■ WHAT THIS TASK INVOLVES
With the images removed, return every line below exactly as it reads.

Data excerpts:
==========

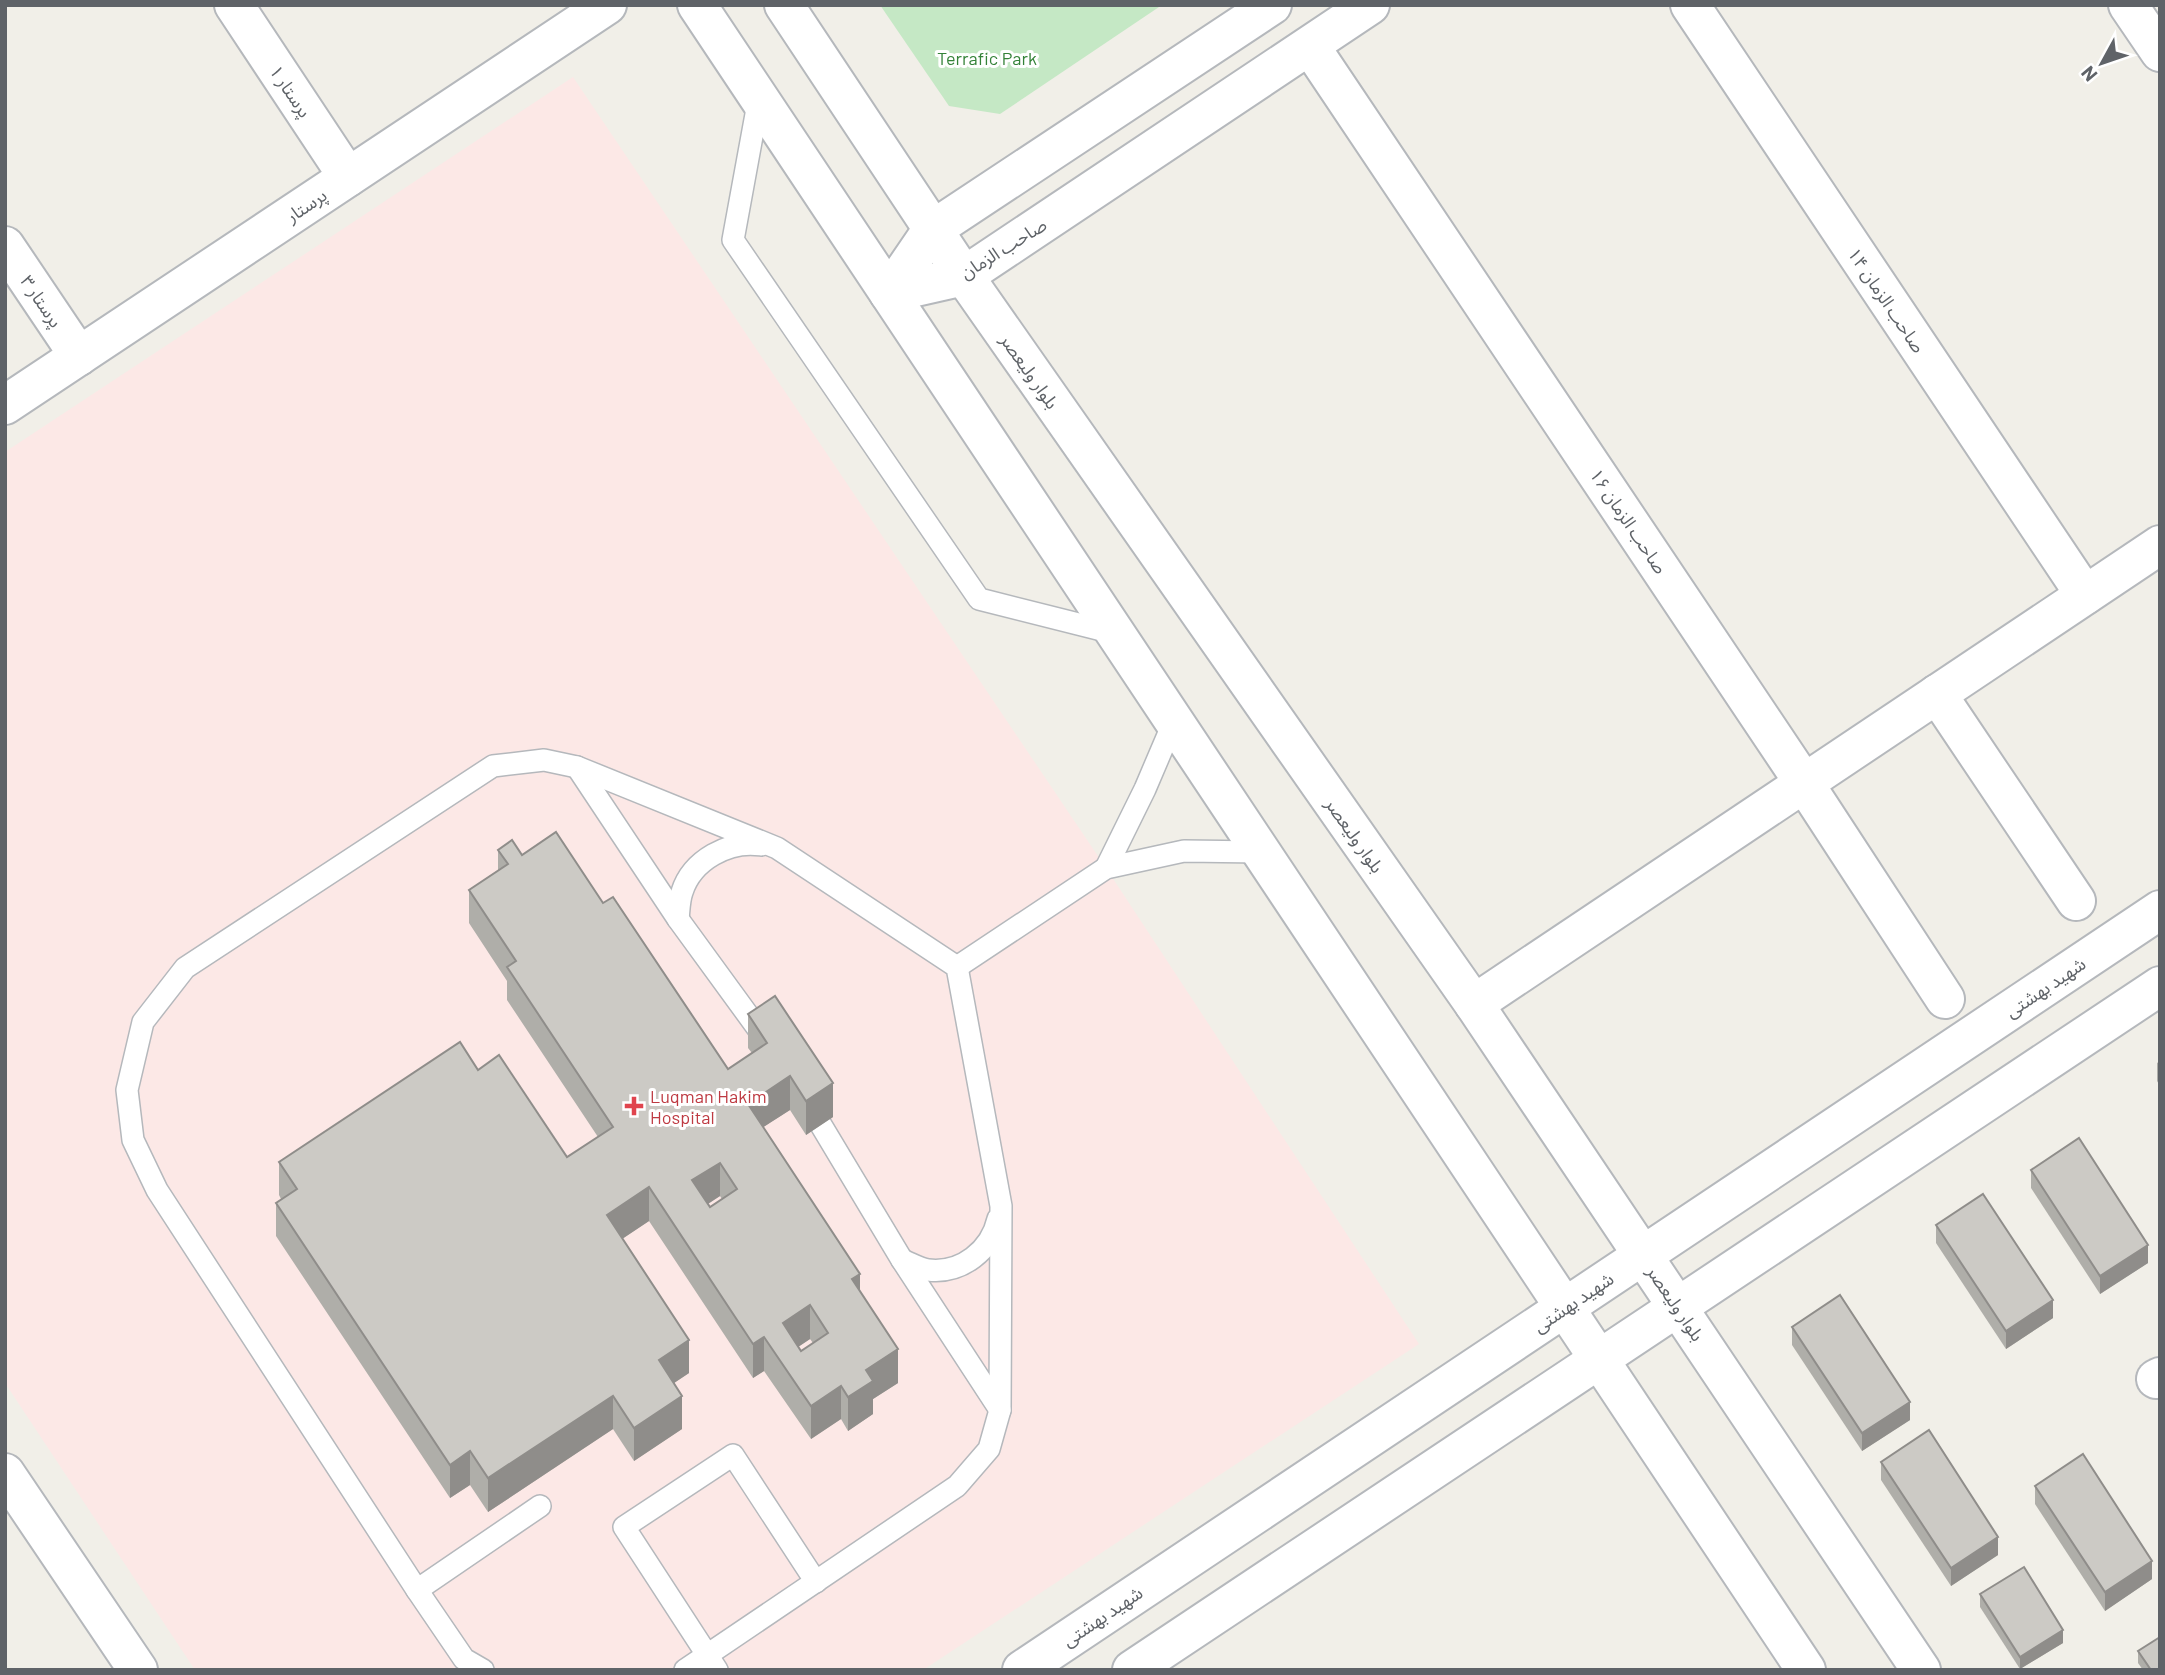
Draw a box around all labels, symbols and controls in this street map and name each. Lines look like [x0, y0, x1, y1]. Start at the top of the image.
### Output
north arrow [2067, 28, 2137, 98]
park label: Terrafic Park [937, 47, 1037, 69]
street label: پرستار ۱ [265, 61, 316, 122]
text: N [2076, 62, 2101, 86]
street label: پرستار [281, 183, 331, 228]
street label: صاحب الزمان [956, 213, 1051, 284]
street label: صاحب الزمان ۱۴ [1843, 243, 1930, 357]
street label: پرستار ۳ [16, 271, 67, 332]
street label: بلوار ولیعصر [995, 329, 1064, 413]
street label: صاحب الزمان ۱۶ [1585, 464, 1672, 578]
street label: بلوار ولیعصر [1320, 793, 1389, 877]
street label: شهید بهشتی [2001, 952, 2090, 1023]
place label: Luqman Hakim Hospital [650, 1085, 767, 1128]
marker: Luqman Hakim Hospital [624, 1096, 644, 1116]
street label: بلوار ولیعصر [1641, 1260, 1709, 1345]
street label: شهید بهشتی [1529, 1267, 1618, 1338]
street label: شهید بهشتی [1058, 1581, 1147, 1652]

==========

■ COMPLETED TASK
Draw a box around all labels, symbols and controls in this street map and name each. Lines look like [x0, y0, x1, y1]. Start at the top of the image.
### Output
north arrow [2067, 28, 2137, 98]
park label: Terrafic Park [937, 47, 1037, 69]
street label: پرستار ۱ [265, 61, 316, 122]
text: N [2076, 62, 2101, 86]
street label: پرستار [281, 183, 331, 228]
street label: صاحب الزمان [956, 213, 1051, 284]
street label: صاحب الزمان ۱۴ [1843, 243, 1930, 357]
street label: پرستار ۳ [16, 271, 67, 332]
street label: بلوار ولیعصر [995, 329, 1064, 413]
street label: صاحب الزمان ۱۶ [1585, 464, 1672, 578]
street label: بلوار ولیعصر [1320, 793, 1389, 877]
street label: شهید بهشتی [2001, 952, 2090, 1023]
place label: Luqman Hakim Hospital [650, 1085, 767, 1128]
marker: Luqman Hakim Hospital [624, 1096, 644, 1116]
street label: بلوار ولیعصر [1641, 1260, 1709, 1345]
street label: شهید بهشتی [1529, 1267, 1618, 1338]
street label: شهید بهشتی [1058, 1581, 1147, 1652]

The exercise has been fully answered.